2 This interpretation of Horatio may owe something to Gordon Jackson's in the Tony Richardson/Nicol Williamson production and film.
3 Again this recalls the Richardson film, in which this scene was played in the royal bedchamber, with Claudius and Gertrude in bed.
4 Finney had some trouble with his lines this evening, perhaps because he had been off for over a week. Earlier, he had gotten lost in “What a piece of work is a man,” and cut about half of it. In the Hecuba scene “the abstract and brief chronicles of the time” became “and brief impressions,” and “What's Hecuba to him or he to Hecuba” came out “or he to her.” His nervousness became increasingly obvious and reached its head in this scene, where he finally went up completely in his long speech to Horatio, and had to call for prompting twice within three or four lines. That crisis past, he had no more trouble, thought it was difficult to tell how much of his tension in the next few scenes was acting.
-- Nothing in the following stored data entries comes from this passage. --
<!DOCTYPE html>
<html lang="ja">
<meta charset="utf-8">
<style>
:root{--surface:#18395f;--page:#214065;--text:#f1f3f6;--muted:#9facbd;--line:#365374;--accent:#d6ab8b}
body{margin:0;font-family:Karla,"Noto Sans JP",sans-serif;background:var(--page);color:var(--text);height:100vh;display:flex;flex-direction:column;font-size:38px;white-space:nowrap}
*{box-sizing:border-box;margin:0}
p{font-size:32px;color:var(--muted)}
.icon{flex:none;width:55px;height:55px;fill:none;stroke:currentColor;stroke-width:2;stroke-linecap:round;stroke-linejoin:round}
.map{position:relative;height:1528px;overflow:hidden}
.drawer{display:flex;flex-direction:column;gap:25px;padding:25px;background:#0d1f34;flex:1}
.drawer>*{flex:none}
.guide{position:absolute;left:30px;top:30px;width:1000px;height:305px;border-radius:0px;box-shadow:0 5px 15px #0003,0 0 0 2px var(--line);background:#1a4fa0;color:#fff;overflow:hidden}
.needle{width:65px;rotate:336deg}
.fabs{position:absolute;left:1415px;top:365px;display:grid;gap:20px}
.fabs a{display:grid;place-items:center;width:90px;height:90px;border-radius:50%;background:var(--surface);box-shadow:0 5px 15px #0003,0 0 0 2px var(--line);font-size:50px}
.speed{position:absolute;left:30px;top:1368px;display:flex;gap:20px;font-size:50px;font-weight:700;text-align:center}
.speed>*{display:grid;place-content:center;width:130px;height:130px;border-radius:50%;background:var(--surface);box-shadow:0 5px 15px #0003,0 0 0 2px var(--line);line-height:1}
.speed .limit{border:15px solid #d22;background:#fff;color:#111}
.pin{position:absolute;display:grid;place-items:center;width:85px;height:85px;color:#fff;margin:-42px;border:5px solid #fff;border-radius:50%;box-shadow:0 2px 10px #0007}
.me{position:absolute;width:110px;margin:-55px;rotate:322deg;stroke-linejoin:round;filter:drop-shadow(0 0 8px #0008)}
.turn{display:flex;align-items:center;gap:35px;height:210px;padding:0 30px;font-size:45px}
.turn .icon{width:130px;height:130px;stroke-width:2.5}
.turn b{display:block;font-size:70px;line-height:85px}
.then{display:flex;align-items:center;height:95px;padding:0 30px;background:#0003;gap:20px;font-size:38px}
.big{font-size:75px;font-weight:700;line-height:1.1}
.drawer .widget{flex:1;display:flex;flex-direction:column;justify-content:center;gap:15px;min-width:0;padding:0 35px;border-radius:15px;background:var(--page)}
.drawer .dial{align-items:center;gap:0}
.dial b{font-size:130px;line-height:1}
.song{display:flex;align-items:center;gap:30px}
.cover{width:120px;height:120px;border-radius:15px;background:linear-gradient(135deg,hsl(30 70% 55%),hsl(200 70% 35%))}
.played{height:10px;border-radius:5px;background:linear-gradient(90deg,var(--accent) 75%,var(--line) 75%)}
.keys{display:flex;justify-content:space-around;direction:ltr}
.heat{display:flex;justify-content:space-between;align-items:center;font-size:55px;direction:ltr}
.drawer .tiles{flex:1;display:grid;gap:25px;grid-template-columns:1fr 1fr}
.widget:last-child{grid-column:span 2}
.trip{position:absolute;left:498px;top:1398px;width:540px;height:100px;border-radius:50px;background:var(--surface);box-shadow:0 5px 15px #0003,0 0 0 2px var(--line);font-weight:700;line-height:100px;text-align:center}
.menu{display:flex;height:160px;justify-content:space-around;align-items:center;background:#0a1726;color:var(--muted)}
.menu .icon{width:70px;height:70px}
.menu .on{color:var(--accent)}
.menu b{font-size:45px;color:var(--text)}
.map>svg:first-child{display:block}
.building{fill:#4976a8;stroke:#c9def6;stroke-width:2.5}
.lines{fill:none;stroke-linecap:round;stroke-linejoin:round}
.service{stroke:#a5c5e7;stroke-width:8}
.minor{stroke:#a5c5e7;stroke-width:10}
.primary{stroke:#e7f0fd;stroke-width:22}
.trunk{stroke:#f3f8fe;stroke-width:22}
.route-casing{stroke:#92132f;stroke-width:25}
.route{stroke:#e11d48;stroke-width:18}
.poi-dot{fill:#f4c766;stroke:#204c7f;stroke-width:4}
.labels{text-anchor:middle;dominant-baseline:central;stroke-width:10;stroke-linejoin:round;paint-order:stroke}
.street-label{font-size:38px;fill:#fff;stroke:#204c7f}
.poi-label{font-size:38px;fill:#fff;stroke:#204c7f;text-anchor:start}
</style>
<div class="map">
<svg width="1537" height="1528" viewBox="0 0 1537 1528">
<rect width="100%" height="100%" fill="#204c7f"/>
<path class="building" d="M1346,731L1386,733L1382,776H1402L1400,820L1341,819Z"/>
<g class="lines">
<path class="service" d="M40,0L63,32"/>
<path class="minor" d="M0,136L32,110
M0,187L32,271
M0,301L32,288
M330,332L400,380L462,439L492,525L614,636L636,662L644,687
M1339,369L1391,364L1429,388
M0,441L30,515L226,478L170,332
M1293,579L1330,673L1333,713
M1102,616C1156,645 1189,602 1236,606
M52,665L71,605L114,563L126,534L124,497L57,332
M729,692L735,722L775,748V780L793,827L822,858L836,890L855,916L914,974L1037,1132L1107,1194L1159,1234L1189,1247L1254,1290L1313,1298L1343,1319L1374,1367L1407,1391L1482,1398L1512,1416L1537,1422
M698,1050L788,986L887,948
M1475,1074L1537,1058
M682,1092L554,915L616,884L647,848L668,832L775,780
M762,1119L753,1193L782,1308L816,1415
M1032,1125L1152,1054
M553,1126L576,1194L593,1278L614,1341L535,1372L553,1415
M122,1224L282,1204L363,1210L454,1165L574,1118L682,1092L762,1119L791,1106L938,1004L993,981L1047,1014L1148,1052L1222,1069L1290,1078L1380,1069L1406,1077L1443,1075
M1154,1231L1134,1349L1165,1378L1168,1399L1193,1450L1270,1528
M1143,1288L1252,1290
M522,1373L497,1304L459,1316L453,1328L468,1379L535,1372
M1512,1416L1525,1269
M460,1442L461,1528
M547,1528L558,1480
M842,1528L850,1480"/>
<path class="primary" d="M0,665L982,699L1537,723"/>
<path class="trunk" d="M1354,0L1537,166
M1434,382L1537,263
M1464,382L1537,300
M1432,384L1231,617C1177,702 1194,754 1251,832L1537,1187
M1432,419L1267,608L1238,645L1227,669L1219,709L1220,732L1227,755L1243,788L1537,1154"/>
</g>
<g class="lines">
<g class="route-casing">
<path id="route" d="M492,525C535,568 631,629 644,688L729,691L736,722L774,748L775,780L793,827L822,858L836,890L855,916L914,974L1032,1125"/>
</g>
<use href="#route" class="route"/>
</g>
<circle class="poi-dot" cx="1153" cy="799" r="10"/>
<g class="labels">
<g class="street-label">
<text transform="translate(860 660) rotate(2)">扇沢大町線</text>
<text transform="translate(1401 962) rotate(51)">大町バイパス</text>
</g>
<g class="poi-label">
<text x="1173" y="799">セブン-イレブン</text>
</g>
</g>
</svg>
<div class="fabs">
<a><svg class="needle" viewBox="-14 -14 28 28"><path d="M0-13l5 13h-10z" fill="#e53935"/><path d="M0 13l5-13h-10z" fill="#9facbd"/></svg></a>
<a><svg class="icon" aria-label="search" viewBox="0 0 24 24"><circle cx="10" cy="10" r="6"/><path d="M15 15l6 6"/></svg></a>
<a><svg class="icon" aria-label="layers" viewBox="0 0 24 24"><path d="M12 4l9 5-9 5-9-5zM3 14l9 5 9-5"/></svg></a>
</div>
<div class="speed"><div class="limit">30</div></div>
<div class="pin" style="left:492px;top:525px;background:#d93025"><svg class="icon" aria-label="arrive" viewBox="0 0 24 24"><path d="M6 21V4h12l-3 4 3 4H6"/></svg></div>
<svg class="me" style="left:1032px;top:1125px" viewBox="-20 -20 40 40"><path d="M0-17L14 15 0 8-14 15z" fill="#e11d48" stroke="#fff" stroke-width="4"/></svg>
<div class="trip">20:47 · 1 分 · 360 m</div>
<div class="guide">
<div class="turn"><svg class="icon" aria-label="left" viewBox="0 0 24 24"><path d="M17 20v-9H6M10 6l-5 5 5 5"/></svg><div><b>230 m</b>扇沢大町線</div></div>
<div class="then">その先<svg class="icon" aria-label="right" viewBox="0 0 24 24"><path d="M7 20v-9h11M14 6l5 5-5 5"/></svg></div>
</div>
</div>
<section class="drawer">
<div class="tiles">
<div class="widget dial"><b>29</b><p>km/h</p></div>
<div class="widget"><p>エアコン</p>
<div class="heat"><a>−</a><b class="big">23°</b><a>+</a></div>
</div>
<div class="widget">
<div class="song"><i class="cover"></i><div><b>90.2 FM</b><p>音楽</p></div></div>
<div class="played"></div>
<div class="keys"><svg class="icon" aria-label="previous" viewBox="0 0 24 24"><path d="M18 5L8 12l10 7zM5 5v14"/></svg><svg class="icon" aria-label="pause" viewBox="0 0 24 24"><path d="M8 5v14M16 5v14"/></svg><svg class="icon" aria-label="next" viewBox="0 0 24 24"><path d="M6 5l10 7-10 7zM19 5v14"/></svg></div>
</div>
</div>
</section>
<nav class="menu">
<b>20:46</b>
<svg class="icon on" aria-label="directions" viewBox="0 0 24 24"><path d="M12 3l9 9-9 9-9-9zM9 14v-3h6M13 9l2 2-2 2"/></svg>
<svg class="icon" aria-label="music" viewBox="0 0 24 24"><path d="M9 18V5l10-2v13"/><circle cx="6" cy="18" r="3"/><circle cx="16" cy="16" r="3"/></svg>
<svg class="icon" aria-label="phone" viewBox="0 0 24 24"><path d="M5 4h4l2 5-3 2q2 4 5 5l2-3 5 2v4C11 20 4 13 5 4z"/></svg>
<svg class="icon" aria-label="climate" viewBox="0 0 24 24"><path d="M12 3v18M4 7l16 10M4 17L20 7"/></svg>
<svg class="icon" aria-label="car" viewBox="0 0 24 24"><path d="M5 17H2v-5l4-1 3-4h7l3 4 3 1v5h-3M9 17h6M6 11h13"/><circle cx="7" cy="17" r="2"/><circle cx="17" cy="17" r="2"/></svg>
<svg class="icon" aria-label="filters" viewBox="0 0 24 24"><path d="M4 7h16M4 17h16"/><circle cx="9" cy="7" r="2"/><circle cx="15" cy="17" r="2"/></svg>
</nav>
5 The only other time I've seen the end of the scene played this way was in an obscure London fringe production in December 1973, featuring an unknown (to me) Indian actor-director named Madhav Sharma.
6 With the intermission and the subsequent action, Finney had been offstage for exactly one hour.
7 This final tableau inevitably called up memories of the end of Olivier's film of Richard III. But the crown had not been developed at all as a symbol here, as it had in the film, and it seemed more like a self-conscious attempt at a final flourish than an effective climactic image.